In a strong overview of the grim new study showing sharply elevated rates of suicide and drug overdose among middle-aged white Americans without college degrees, the American Prospect‘s Paul Starr writes:
Case and Deaton’s analysis, published today in the Proceedings of the National Academy of Sciences, also shows increased rates of illness, chronic pain, and disability among middle-aged whites. The findings have important implications for American politics and public policy, particularly for debates about economic inequality, public health, drug policy, disability insurance, and retirement income. The data also suggest why much of American politics may be taking on an increasingly harsh and desperate quality.
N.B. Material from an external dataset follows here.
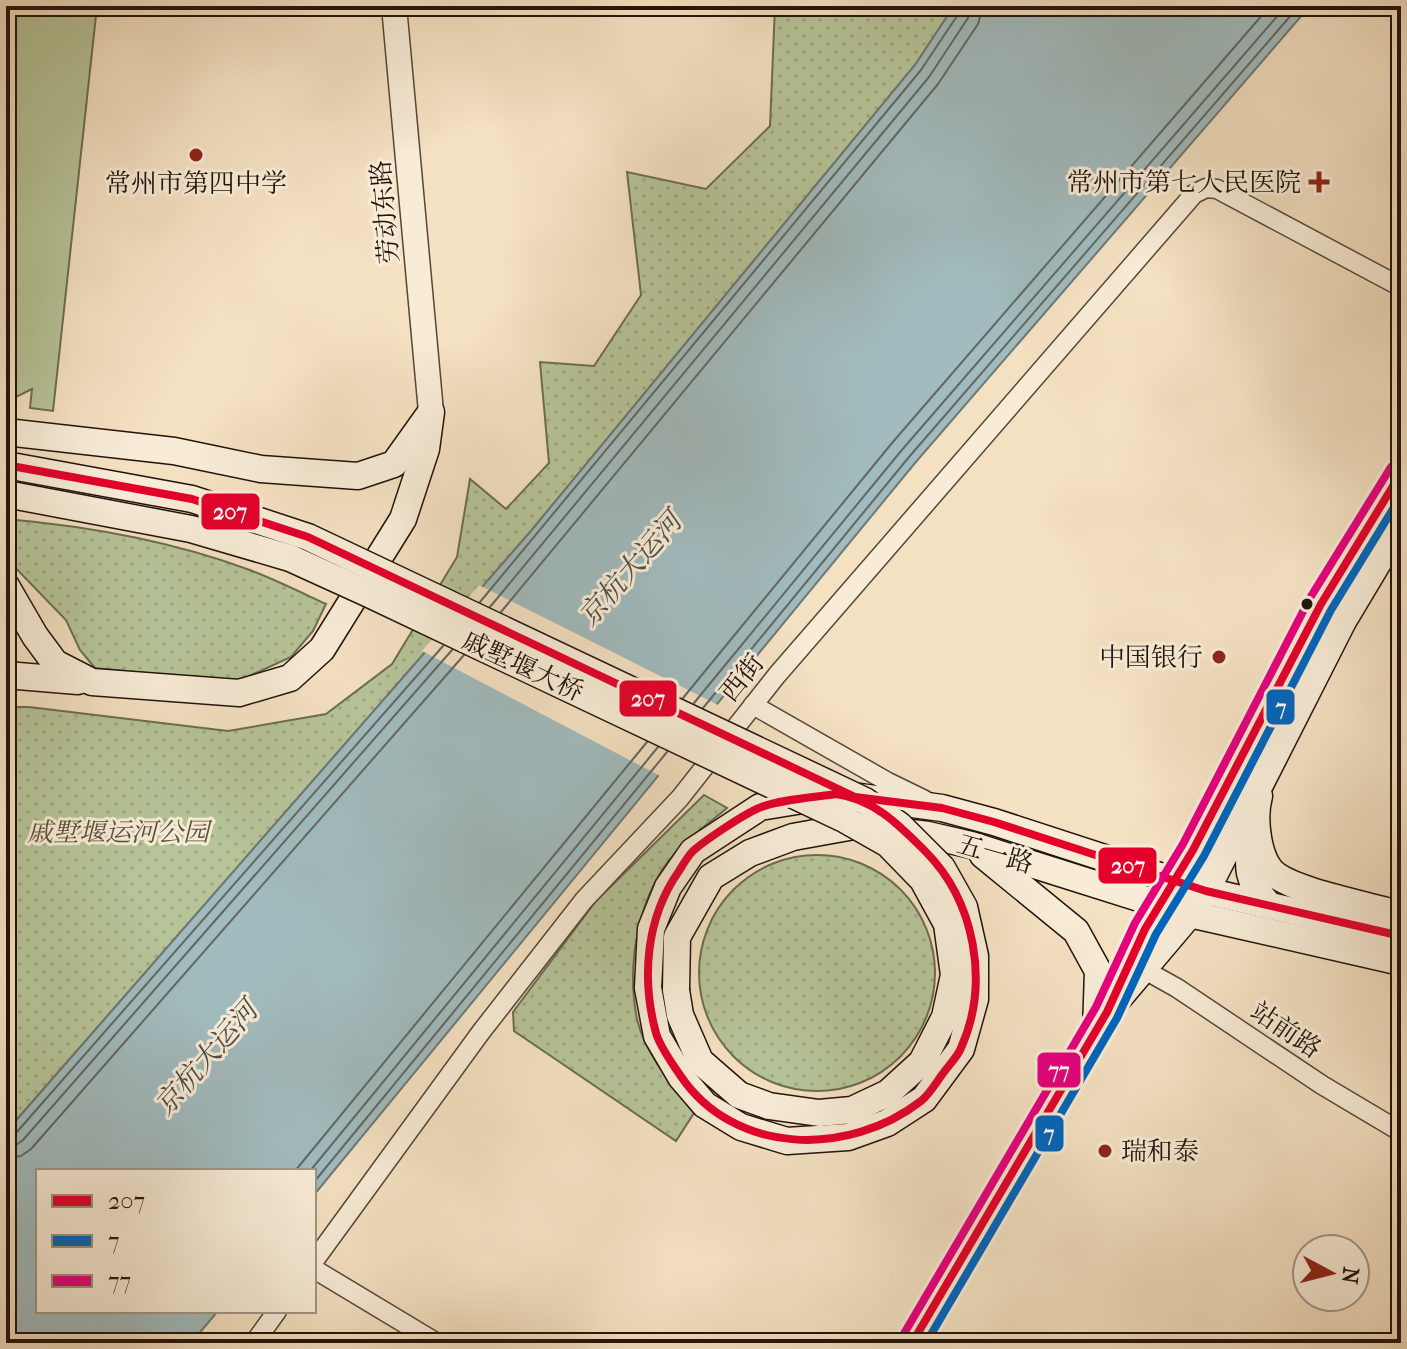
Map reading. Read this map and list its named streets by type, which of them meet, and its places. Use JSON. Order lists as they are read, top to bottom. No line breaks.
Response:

Starr is right that evidence of a worsening crisis among a population increasingly disconnected from America’s core institutions ought to (but, sadly, probably won’t) have an impact on several areas of U.S. public policy. One area of policy that did not make Starr’s list but which also ought to be scrutinized in light of the new data: physician-assisted suicide, which is legally available to more than 50 million Americans across five states and gaining in popularity nationwide.The U.S. states that have legalized assisted suicide only permit the practice in cases where doctors determine that a person is terminally ill. But assisted suicide opponents have long pointed out that whether or not a sick person chooses to kill himself has more to do with whether he feels depressed or unsupported (feelings more common among the poor and vulnerable) than the intensity of the pain he is experiencing. Moreover, assisted suicide programs tend, by their own internal logic, to gradually expand in scope. In several European countries, doctors may prescribe fatal drugs to people who are disabled or are experiencing chronic pain.The new analysis on mortality, in other words, paints a picture of a population with exactly the qualities—desperation, depression, deteriorating physical condition—that we should be worried about when it comes to physician-assisted suicide. This population is killing itself at faster and faster rates—either through clear-cut suicides or through drug overdoses (which are sometimes difficult to distinguish from suicides)—and seems likely to push the boundaries on assisted suicide that are currently in effect. Widespread legalization of assisted suicide could make it easier for lower-income Americans to kill themselves—and, by changing the official designation of some of those deaths from “suicide” to “treatment”—would help sweep their misery under the rug.